38. Die gegenwärtige Krise ist eine ernste Warnung. Der Imperialismus schlittert in eine Katastrophe. Die gesellschaftliche Kraft, die mobilisiert werden muss, um die Katastrophe aufzuhalten, die in der Ukraine vorbereitet wird, ist die internationale Arbeiterklasse. Der Kampf gegen Krieg ist unmittelbar mit dem Kampf gegen Ausbeutung und die mörderische Durchseuchungspolitik der kapitalistischen Regierungen verbunden. Der Imperialismus und das Finanzkapital werden so viele Tote in Kauf nehmen, wie es nötig ist, um ihre Plünderung und ihre Profite zu sichern. Es darf nicht zugelassen werden, dass zu den Millionen Toten der Pandemie noch Millionen von Kriegstoten hinzukommen. Es ist dringend notwendig, dass die Arbeiter eine unabhängige Antikriegsbewegung aufbauen, die sich auf eine sozialistische und internationalistische Perspektive stützt.

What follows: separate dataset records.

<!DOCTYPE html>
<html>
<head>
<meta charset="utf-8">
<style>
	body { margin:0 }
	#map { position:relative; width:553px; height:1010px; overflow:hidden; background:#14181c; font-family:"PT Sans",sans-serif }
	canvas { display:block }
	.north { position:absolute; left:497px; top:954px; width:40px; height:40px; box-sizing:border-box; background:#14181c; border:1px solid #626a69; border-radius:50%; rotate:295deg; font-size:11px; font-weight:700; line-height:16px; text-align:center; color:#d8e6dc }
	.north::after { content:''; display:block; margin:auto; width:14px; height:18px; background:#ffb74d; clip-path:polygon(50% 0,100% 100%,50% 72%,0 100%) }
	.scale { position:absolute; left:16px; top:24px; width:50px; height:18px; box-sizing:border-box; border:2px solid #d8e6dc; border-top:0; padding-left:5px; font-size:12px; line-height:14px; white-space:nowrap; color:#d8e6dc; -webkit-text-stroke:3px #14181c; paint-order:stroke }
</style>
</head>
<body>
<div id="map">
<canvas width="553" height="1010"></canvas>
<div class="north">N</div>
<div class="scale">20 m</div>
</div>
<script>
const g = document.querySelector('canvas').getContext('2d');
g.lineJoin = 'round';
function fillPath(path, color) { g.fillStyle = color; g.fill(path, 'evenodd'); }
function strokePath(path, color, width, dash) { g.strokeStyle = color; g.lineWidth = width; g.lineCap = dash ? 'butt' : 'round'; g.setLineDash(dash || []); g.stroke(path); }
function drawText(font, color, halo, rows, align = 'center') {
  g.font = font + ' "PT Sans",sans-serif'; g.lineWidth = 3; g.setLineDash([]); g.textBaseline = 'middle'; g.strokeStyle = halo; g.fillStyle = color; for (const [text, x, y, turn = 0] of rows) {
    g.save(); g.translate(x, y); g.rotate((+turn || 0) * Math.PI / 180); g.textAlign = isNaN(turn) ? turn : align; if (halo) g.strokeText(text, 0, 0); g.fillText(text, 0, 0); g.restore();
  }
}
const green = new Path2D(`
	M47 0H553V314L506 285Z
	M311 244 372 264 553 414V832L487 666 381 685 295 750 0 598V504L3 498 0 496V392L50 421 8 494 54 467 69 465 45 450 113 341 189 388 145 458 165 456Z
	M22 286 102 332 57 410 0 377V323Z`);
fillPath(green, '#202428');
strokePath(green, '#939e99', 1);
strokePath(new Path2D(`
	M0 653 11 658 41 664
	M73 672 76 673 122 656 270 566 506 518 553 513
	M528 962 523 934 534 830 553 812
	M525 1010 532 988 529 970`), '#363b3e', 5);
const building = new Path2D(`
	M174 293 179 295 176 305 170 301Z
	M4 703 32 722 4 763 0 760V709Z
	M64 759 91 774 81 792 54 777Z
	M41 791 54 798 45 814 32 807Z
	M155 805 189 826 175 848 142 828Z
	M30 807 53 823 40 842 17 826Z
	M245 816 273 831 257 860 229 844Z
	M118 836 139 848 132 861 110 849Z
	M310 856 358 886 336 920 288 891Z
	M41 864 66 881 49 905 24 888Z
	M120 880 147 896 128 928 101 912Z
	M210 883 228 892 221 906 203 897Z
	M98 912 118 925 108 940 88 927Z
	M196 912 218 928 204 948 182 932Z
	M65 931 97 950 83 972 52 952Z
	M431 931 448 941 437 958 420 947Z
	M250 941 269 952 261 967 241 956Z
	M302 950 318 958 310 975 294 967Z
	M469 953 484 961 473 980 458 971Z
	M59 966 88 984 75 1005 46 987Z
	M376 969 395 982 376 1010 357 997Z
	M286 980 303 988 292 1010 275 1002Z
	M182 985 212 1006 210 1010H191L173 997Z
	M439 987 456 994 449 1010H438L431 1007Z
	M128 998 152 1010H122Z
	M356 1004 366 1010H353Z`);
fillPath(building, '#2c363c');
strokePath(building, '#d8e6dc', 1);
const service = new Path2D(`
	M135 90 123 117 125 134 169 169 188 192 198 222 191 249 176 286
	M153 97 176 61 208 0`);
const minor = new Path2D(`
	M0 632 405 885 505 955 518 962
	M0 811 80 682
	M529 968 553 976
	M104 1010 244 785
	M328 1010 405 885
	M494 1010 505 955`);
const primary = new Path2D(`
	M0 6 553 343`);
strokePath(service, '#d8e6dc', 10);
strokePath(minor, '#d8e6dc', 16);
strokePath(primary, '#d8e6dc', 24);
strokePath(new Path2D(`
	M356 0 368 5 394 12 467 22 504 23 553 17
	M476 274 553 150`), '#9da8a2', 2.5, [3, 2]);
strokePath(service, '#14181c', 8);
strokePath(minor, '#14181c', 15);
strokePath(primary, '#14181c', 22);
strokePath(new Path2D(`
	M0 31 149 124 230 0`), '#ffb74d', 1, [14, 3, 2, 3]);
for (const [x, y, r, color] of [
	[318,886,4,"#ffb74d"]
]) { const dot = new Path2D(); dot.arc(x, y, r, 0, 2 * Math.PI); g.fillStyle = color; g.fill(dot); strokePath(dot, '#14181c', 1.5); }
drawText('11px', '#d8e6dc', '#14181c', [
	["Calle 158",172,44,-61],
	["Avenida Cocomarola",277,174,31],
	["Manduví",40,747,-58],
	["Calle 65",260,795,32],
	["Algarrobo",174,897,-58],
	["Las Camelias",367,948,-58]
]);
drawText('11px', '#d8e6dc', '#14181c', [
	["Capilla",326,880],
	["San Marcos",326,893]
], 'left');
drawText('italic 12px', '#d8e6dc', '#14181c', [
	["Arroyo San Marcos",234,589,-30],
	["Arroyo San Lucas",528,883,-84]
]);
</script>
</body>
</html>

39. Die Grundsätze, von denen der Kampf gegen den Imperialismus und seinen Drang zu einem Weltkrieg ausgehen muss, hat das Internationale Komitee in einer Erklärung von 2016 dargelegt. Sie gewinnen in der gegenwärtigen Krise größte Dringlichkeit:

  • Der Kampf gegen Krieg muss von der Arbeiterklasse ausgehen, die als revolutionäre gesellschaftliche Kraft alle fortschrittlichen Teile der Bevölkerung hinter sich vereint.
  • Die neue Bewegung gegen Krieg muss antikapitalistisch und sozialistisch sein, denn man kann nicht ernsthaft gegen Krieg kämpfen, ohne danach zu streben, der Diktatur des Finanzkapitals und dem Wirtschaftssystem, das die Ursache für Militarismus und Krieg bildet, ein Ende zu setzen.
  • Aus diesem Grund muss die neue Antikriegsbewegung unbedingt vollkommen unabhängig sein von allen politischen Parteien und Organisationen der Kapitalistenklasse und diese ablehnen.
  • Vor allem muss die neue Antikriegsbewegung international sein und dem Imperialismus in einem vereinten globalen Kampf die enorme Kraft der Arbeiterklasse entgegenstellen.

40. Wir appellieren an alle Teile der Arbeiterklasse und der Jugend und auch an die aufrichtigsten und mutigsten Teile der Mittelschicht, auf der Grundlage dieser Prinzipien gegen die Kriegsgefahr zu kämpfen.

41. Auf der Grundlage der in dieser Erklärung dargelegten Prinzipien begrüßen das Internationale Komitee der Vierten Internationale und seine Sektionen Diskussionen mit politischen Strömungen und Einzelpersonen auf der ganzen Welt, die erkennen, dass dringend eine internationale Massenbewegung gegen den Krieg aufgebaut werden muss.